In the records below, find the line with "function label(font, color, halo, rows, align" and the line with "M154,228L218,224L225,172"; return exactly those lines and every line between them.

== == ==

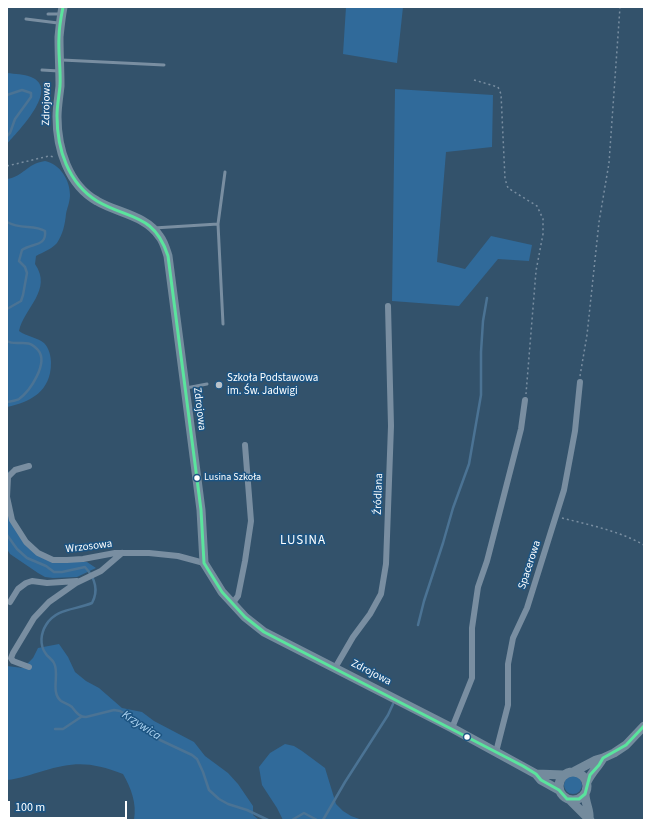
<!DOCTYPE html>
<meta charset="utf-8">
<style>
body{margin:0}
#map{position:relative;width:651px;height:827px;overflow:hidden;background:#33526b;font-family:"Source Sans 3",sans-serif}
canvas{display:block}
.frame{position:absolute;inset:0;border:8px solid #fff;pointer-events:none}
.scale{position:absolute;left:8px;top:801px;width:119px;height:18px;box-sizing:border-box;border:2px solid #fff;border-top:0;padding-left:5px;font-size:12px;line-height:14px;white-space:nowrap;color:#fff;-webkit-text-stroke:3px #1c5482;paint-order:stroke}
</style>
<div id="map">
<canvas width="651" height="827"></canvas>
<div class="frame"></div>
<div class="scale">100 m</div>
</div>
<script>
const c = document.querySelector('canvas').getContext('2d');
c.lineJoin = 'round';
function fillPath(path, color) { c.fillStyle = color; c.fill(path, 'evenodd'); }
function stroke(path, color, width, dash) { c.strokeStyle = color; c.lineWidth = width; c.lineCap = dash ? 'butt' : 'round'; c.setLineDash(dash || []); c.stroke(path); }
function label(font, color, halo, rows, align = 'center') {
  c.font = font + ' "Source Sans 3",sans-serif'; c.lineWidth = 3; c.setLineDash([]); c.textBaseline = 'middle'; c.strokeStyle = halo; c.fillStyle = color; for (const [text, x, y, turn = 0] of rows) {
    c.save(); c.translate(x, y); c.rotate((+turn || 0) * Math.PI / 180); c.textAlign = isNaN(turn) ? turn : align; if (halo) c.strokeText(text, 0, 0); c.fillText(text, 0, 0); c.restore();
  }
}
fillPath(new Path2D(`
 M346,7H403L397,63L343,54Z
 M7,73C15,74 24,74 31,77C61,89 17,132 7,144Z
 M395,89L493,95L492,147L446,152L437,262L465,269L491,236L532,245L529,261L498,259L459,306L392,301Z
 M45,161C60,164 70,180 70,195C70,202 67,208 66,214C65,224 63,234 57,243C52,249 43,252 36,256L35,264C53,290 24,308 19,331C27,337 37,337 44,343C49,348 51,356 51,363C51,391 31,402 7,407V179C23,177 26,164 45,161Z
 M7,466L9,474L8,490L14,524L43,558L87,562L96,568L77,577L53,578L45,577L38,573L10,554L7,549Z
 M59,644L68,657L75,672L86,681L99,688L122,708L142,712L154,721L194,742L205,756L228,773L238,784L253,806V815L259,820H134C137,803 131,788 123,774C92,762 75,761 43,771C32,774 19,779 7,780V666L23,668L33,658L38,648Z
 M285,744L294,746L302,751L325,768L336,804L343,811L351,816L362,820H283L277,808L262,785L259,767L270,753Z
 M564 785a9 9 0 1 1 18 0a9 9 0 1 1-18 0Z`), '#306a9a');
stroke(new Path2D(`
 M7,95L22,90L31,93V97L15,119L10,133L7,136
 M7,222C21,230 34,224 45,231C47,247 31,243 22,250L19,261L25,267L27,273L23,295L21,301L7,309
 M7,341C17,347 27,337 38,350C49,363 30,391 19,399C16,401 11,401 7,402
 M7,535L17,549L27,558L46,566L54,572H62L85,567C95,578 99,590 92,603C76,610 56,608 46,625C41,633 39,645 46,654C48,657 52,659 54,663C60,674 50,692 61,701C64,703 69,704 72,707C76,712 79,717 86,717L114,710L120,711L137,721L160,740L192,755L197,759L203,772L209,790L219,799L228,804L247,810L268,820
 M418,625L424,601L443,543L453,508L469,464L481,395V352L483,321L487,298
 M55,729H63L81,717
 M292,820L304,813L317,820
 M323,820L345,782L388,715L393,704`), '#4b7394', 2.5);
stroke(new Path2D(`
 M474,80L498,87L501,94L505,179L508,188L537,206L543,219V234L536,271L526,394
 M7,166L49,156L54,157
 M580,376L587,335L599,222L609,163L620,7
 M562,518C590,525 619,531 644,545`), '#798ea1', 1.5, [2, 3]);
stroke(new Path2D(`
 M48,14H60
 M26,19L58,23
 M62,60L164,65
 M42,70L59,71
 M218,224L223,324
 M154,228L218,224L225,172
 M186,388L207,384`), '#798ea1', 3);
stroke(new Path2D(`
 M29,466L15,470L8,477L7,497L12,520L26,542L38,553L53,560H67L83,559L115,553H149L178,556L204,563
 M10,602L18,589L26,583L32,581L47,583L77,581
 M232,604L238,596L245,561L251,521L245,445
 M29,667L13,661L11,658L13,653L34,618L49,602L76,583L101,571L122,553
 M335,668L353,637L370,614L381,594L386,564L391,426L388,306
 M452,728L472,678V628L478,587L487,561L521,429L525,400
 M496,752L508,705V664L513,638L527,608L564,490L575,431L580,382`), '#798ea1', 6);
stroke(new Path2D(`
 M63,7C61,17 60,27 59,37C59,54 60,70 60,86C59,96 57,107 57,117C57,148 68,185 97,201C117,213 146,215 160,237C164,242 166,250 168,256L201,510L204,563L222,592L245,617L264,632L452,728L536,774L541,780L559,790
 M575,771L596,760L603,758L614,753L626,745L644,726
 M559 786a14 14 0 1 1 28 0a14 14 0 1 1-28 0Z
 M536,774L564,775
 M587,782C591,773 598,767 603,758
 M585,794C585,803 590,810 589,818
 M570,800L590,820`), '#748b9d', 9);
stroke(new Path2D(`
 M63,7C61,17 59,27 59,37C58,53 61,70 60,86C59,96 57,106 57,116C57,149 68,183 97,201C129,220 154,213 168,256L201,510L204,563L222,592L245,617L264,632L523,766L536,774L541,780L559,790L567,799H579L585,794L590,775L599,765L603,758L626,745L644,726`), '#5ae49d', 3);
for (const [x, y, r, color] of [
 [219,385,4,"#b8c2cb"],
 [197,478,3.5,"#fff"],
 [467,737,3.5,"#fff"]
]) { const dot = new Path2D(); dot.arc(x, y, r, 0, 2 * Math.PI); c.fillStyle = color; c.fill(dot); stroke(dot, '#1c5482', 1.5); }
label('10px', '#fff', '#1c5482', [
 ["Lusina Szkoła",204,478]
], 'left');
label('11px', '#fff', '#1c5482', [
 ["Zdrojowa",47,104,-89],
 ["Zdrojowa",199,409,83],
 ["Źródlana",379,494,-88],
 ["Wrzosowa",89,547,-7],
 ["Spacerowa",530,565,-72],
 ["Zdrojowa",371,673,27]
]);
label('11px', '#fff', '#1c5482', [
 ["Szkoła Podstawowa",227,379],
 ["im. Św. Jadwigi",227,392]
], 'left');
label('italic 12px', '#add4f2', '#1c5482', [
 ["Krzywica",141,726,33]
]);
c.letterSpacing = '1px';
label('13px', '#fff', '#1c5482', [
 ["LUSINA",303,541]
]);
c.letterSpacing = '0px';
</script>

== == ==

TASK OUTPUT
function label(font, color, halo, rows, align = 'center') {
  c.font = font + ' "Source Sans 3",sans-serif'; c.lineWidth = 3; c.setLineDash([]); c.textBaseline = 'middle'; c.strokeStyle = halo; c.fillStyle = color; for (const [text, x, y, turn = 0] of rows) {
    c.save(); c.translate(x, y); c.rotate((+turn || 0) * Math.PI / 180); c.textAlign = isNaN(turn) ? turn : align; if (halo) c.strokeText(text, 0, 0); c.fillText(text, 0, 0); c.restore();
  }
}
fillPath(new Path2D(`
 M346,7H403L397,63L343,54Z
 M7,73C15,74 24,74 31,77C61,89 17,132 7,144Z
 M395,89L493,95L492,147L446,152L437,262L465,269L491,236L532,245L529,261L498,259L459,306L392,301Z
 M45,161C60,164 70,180 70,195C70,202 67,208 66,214C65,224 63,234 57,243C52,249 43,252 36,256L35,264C53,290 24,308 19,331C27,337 37,337 44,343C49,348 51,356 51,363C51,391 31,402 7,407V179C23,177 26,164 45,161Z
 M7,466L9,474L8,490L14,524L43,558L87,562L96,568L77,577L53,578L45,577L38,573L10,554L7,549Z
 M59,644L68,657L75,672L86,681L99,688L122,708L142,712L154,721L194,742L205,756L228,773L238,784L253,806V815L259,820H134C137,803 131,788 123,774C92,762 75,761 43,771C32,774 19,779 7,780V666L23,668L33,658L38,648Z
 M285,744L294,746L302,751L325,768L336,804L343,811L351,816L362,820H283L277,808L262,785L259,767L270,753Z
 M564 785a9 9 0 1 1 18 0a9 9 0 1 1-18 0Z`), '#306a9a');
stroke(new Path2D(`
 M7,95L22,90L31,93V97L15,119L10,133L7,136
 M7,222C21,230 34,224 45,231C47,247 31,243 22,250L19,261L25,267L27,273L23,295L21,301L7,309
 M7,341C17,347 27,337 38,350C49,363 30,391 19,399C16,401 11,401 7,402
 M7,535L17,549L27,558L46,566L54,572H62L85,567C95,578 99,590 92,603C76,610 56,608 46,625C41,633 39,645 46,654C48,657 52,659 54,663C60,674 50,692 61,701C64,703 69,704 72,707C76,712 79,717 86,717L114,710L120,711L137,721L160,740L192,755L197,759L203,772L209,790L219,799L228,804L247,810L268,820
 M418,625L424,601L443,543L453,508L469,464L481,395V352L483,321L487,298
 M55,729H63L81,717
 M292,820L304,813L317,820
 M323,820L345,782L388,715L393,704`), '#4b7394', 2.5);
stroke(new Path2D(`
 M474,80L498,87L501,94L505,179L508,188L537,206L543,219V234L536,271L526,394
 M7,166L49,156L54,157
 M580,376L587,335L599,222L609,163L620,7
 M562,518C590,525 619,531 644,545`), '#798ea1', 1.5, [2, 3]);
stroke(new Path2D(`
 M48,14H60
 M26,19L58,23
 M62,60L164,65
 M42,70L59,71
 M218,224L223,324
 M154,228L218,224L225,172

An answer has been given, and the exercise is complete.